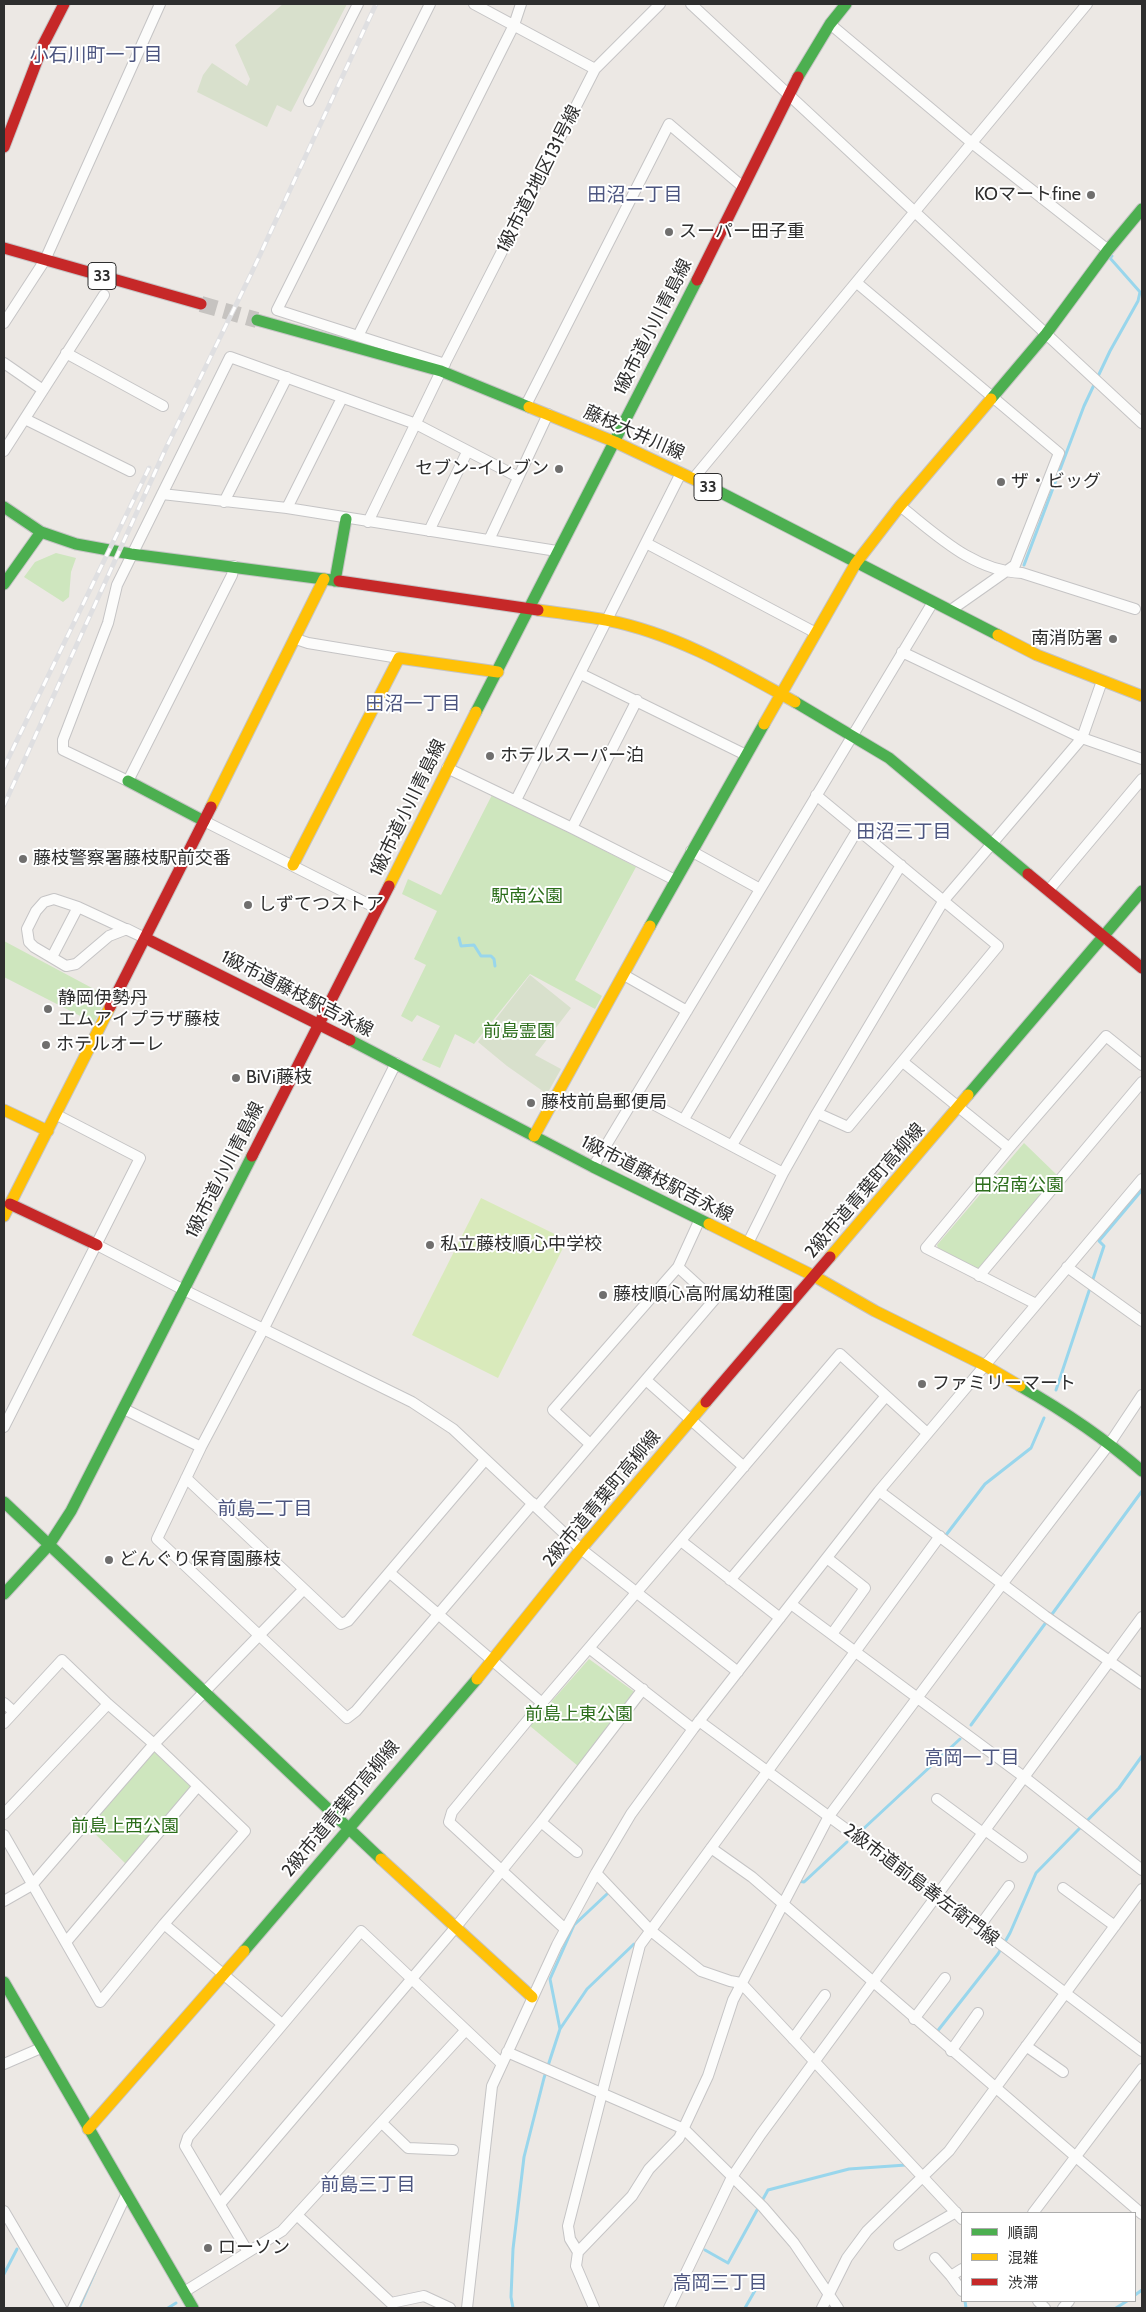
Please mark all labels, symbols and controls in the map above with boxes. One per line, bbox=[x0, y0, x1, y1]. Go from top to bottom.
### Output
district label: 小石川町一丁目 bbox=[30, 44, 162, 66]
street label: 1級市道2地区131号線 bbox=[492, 102, 586, 256]
district label: 田沼二丁目 bbox=[588, 184, 682, 206]
place label: KOマートfine bbox=[974, 184, 1081, 206]
marker: KOマートfine bbox=[1085, 189, 1097, 201]
place label: スーパー田子重 bbox=[679, 221, 805, 243]
marker: スーパー田子重 bbox=[663, 226, 675, 238]
street label: 1級市道小川青島線 bbox=[609, 255, 697, 399]
road number: 33 bbox=[88, 262, 116, 290]
street label: 藤枝大井川線 bbox=[580, 401, 688, 465]
place label: セブン-イレブン bbox=[415, 458, 549, 480]
marker: セブン-イレブン bbox=[553, 463, 565, 475]
place label: ザ・ビッグ bbox=[1011, 471, 1101, 493]
road number: 33 bbox=[694, 474, 722, 501]
marker: ザ・ビッグ bbox=[995, 476, 1007, 488]
place label: 南消防署 bbox=[1031, 628, 1103, 650]
marker: 南消防署 bbox=[1107, 633, 1119, 645]
district label: 田沼一丁目 bbox=[366, 693, 460, 715]
street label: 1級市道小川青島線 bbox=[365, 736, 451, 880]
place label: ホテルスーパー泊 bbox=[500, 745, 644, 767]
marker: ホテルスーパー泊 bbox=[484, 750, 496, 762]
district label: 田沼三丁目 bbox=[857, 821, 951, 843]
place label: 藤枝警察署藤枝駅前交番 bbox=[33, 848, 231, 870]
marker: 藤枝警察署藤枝駅前交番 bbox=[17, 853, 29, 865]
park label: 駅南公園 bbox=[491, 886, 563, 908]
place label: しずてつストア bbox=[258, 894, 384, 916]
marker: しずてつストア bbox=[242, 899, 254, 911]
street label: 1級市道藤枝駅吉永線 bbox=[217, 946, 377, 1042]
place label: 静岡伊勢丹 エムアイプラザ藤枝 bbox=[58, 988, 220, 1030]
marker: 静岡伊勢丹 エムアイプラザ藤枝 bbox=[42, 1003, 54, 1015]
park label: 前島霊園 bbox=[483, 1021, 555, 1043]
place label: ホテルオーレ bbox=[56, 1034, 164, 1056]
marker: ホテルオーレ bbox=[40, 1039, 52, 1051]
place label: BiVi藤枝 bbox=[246, 1067, 312, 1089]
marker: BiVi藤枝 bbox=[230, 1072, 242, 1084]
place label: 藤枝前島郵便局 bbox=[541, 1092, 667, 1114]
marker: 藤枝前島郵便局 bbox=[525, 1097, 537, 1109]
street label: 1級市道小川青島線 bbox=[181, 1098, 269, 1242]
street label: 2級市道青葉町高柳線 bbox=[801, 1119, 929, 1263]
street label: 1級市道藤枝駅吉永線 bbox=[577, 1131, 737, 1227]
park label: 田沼南公園 bbox=[974, 1175, 1064, 1197]
place label: 私立藤枝順心中学校 bbox=[440, 1234, 602, 1256]
marker: 私立藤枝順心中学校 bbox=[424, 1239, 436, 1251]
place label: 藤枝順心高附属幼稚園 bbox=[613, 1284, 793, 1306]
marker: 藤枝順心高附属幼稚園 bbox=[597, 1289, 609, 1301]
place label: ファミリーマート bbox=[932, 1373, 1076, 1395]
marker: ファミリーマート bbox=[916, 1378, 928, 1390]
street label: 2級市道青葉町高柳線 bbox=[539, 1426, 665, 1572]
district label: 前島二丁目 bbox=[218, 1498, 312, 1520]
place label: どんぐり保育園藤枝 bbox=[119, 1549, 281, 1571]
marker: どんぐり保育園藤枝 bbox=[103, 1554, 115, 1566]
park label: 前島上東公園 bbox=[525, 1704, 633, 1726]
street label: 2級市道青葉町高柳線 bbox=[278, 1736, 404, 1882]
district label: 高岡一丁目 bbox=[925, 1747, 1019, 1769]
park label: 前島上西公園 bbox=[71, 1816, 179, 1838]
street label: 2級市道前島善左衛門線 bbox=[839, 1819, 1003, 1951]
district label: 前島三丁目 bbox=[321, 2174, 415, 2196]
legend bbox=[961, 2212, 1136, 2302]
text: 順調 bbox=[1008, 2224, 1038, 2242]
place label: ローソン bbox=[218, 2237, 290, 2259]
marker: ローソン bbox=[202, 2242, 214, 2254]
text: 混雑 bbox=[1008, 2249, 1038, 2267]
district label: 高岡三丁目 bbox=[673, 2272, 767, 2294]
text: 渋滞 bbox=[1008, 2274, 1038, 2292]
= = =
TASK REQUIREMENTS: State the number of lines in these entries that include the string "KOマートfine". Provide nothing beyond that number.

REPLY: 2